■ Problem ■
Where a picture appears, skip it; print everything else in the records exactly as it stands.

■ Record extracts ■
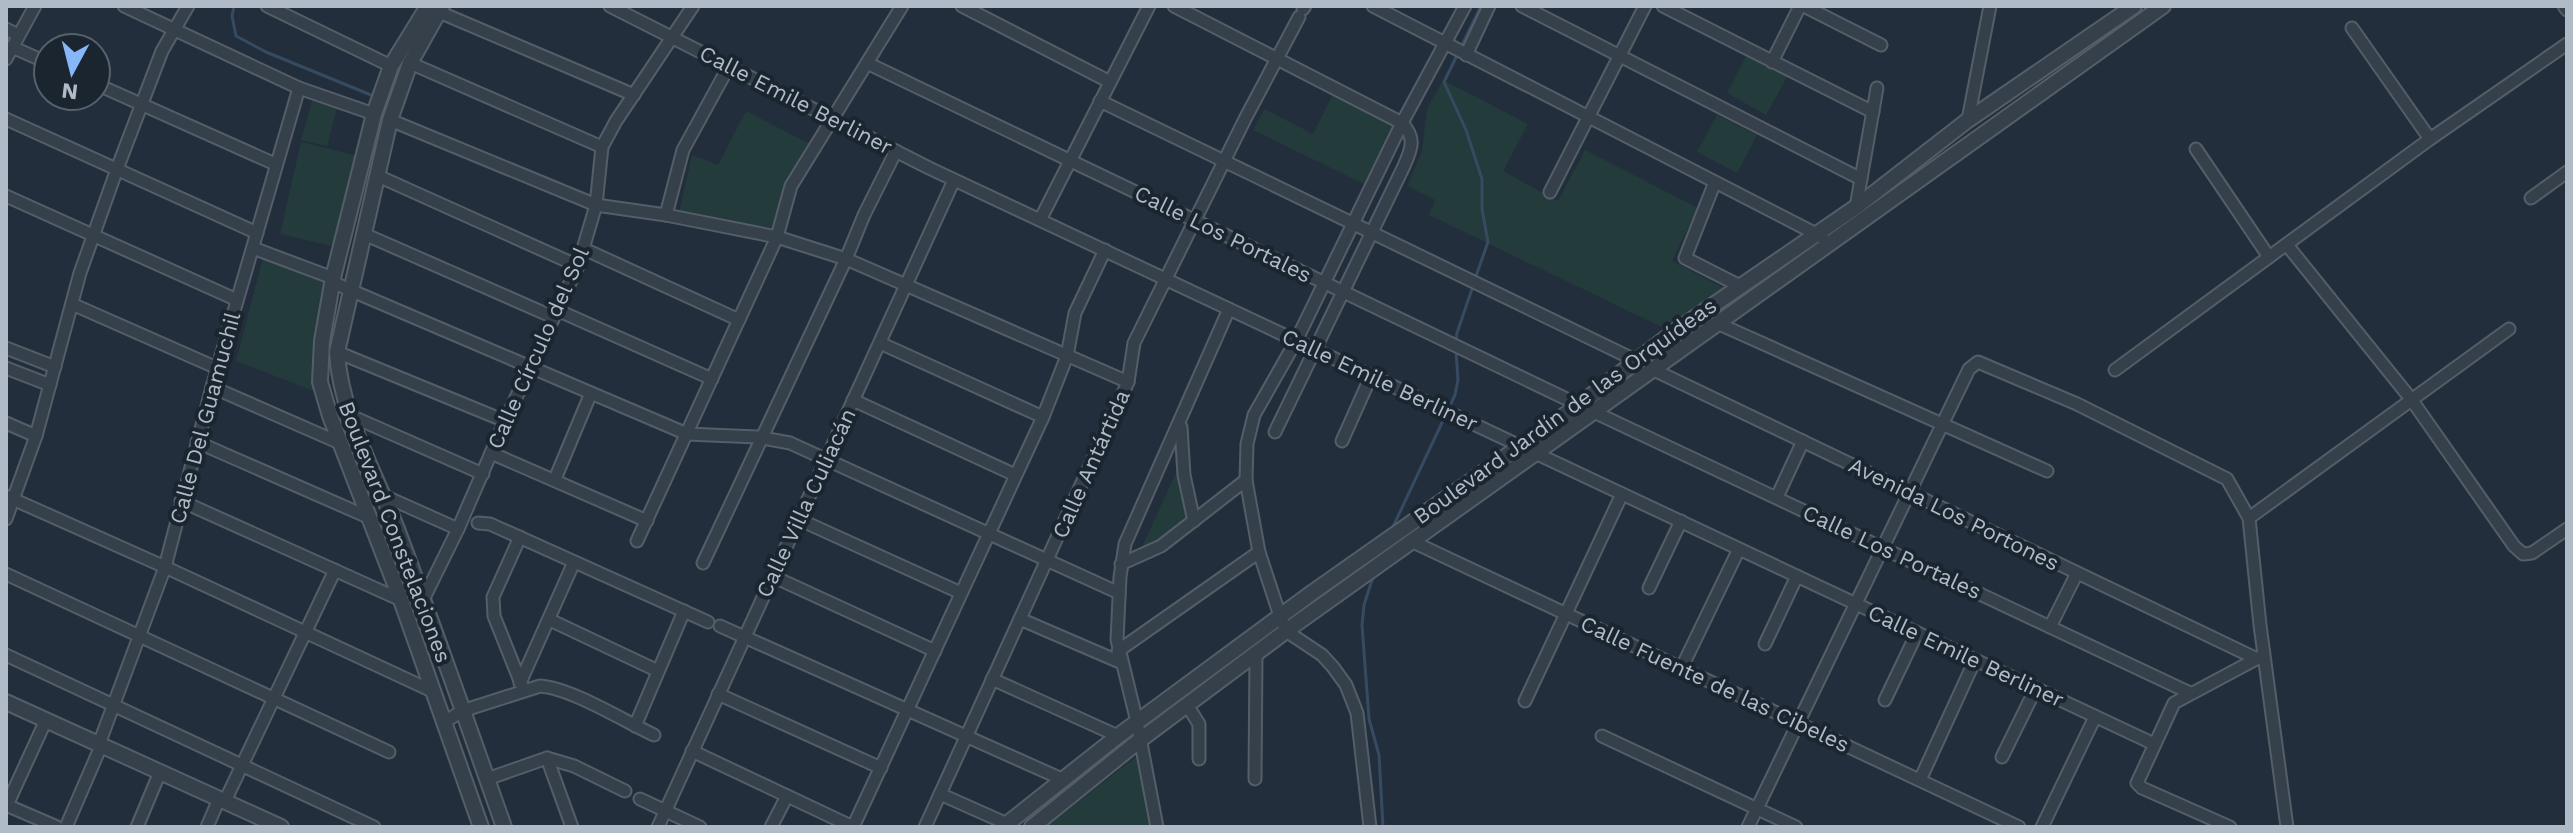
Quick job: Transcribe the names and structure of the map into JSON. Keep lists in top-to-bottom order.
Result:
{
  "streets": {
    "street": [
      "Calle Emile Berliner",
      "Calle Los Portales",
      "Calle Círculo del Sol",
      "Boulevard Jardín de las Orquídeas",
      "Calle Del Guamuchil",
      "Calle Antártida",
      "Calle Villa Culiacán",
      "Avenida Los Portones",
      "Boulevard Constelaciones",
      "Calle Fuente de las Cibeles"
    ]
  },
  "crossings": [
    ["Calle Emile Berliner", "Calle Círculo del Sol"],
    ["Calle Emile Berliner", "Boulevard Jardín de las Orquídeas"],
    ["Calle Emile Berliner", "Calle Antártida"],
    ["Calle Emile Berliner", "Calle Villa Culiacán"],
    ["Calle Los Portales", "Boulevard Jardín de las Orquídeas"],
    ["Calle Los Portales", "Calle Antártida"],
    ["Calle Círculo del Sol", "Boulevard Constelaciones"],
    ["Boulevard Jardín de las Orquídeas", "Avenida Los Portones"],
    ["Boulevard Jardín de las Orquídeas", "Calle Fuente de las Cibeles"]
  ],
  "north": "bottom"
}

■ Output of the exercise ■
Quick job: Transcribe the names and structure of the map into JSON. Keep lists in top-to-bottom order.
Result:
{
  "streets": {
    "street": [
      "Calle Emile Berliner",
      "Calle Los Portales",
      "Calle Círculo del Sol",
      "Boulevard Jardín de las Orquídeas",
      "Calle Del Guamuchil",
      "Calle Antártida",
      "Calle Villa Culiacán",
      "Avenida Los Portones",
      "Boulevard Constelaciones",
      "Calle Fuente de las Cibeles"
    ]
  },
  "crossings": [
    ["Calle Emile Berliner", "Calle Círculo del Sol"],
    ["Calle Emile Berliner", "Boulevard Jardín de las Orquídeas"],
    ["Calle Emile Berliner", "Calle Antártida"],
    ["Calle Emile Berliner", "Calle Villa Culiacán"],
    ["Calle Los Portales", "Boulevard Jardín de las Orquídeas"],
    ["Calle Los Portales", "Calle Antártida"],
    ["Calle Círculo del Sol", "Boulevard Constelaciones"],
    ["Boulevard Jardín de las Orquídeas", "Avenida Los Portones"],
    ["Boulevard Jardín de las Orquídeas", "Calle Fuente de las Cibeles"]
  ],
  "north": "bottom"
}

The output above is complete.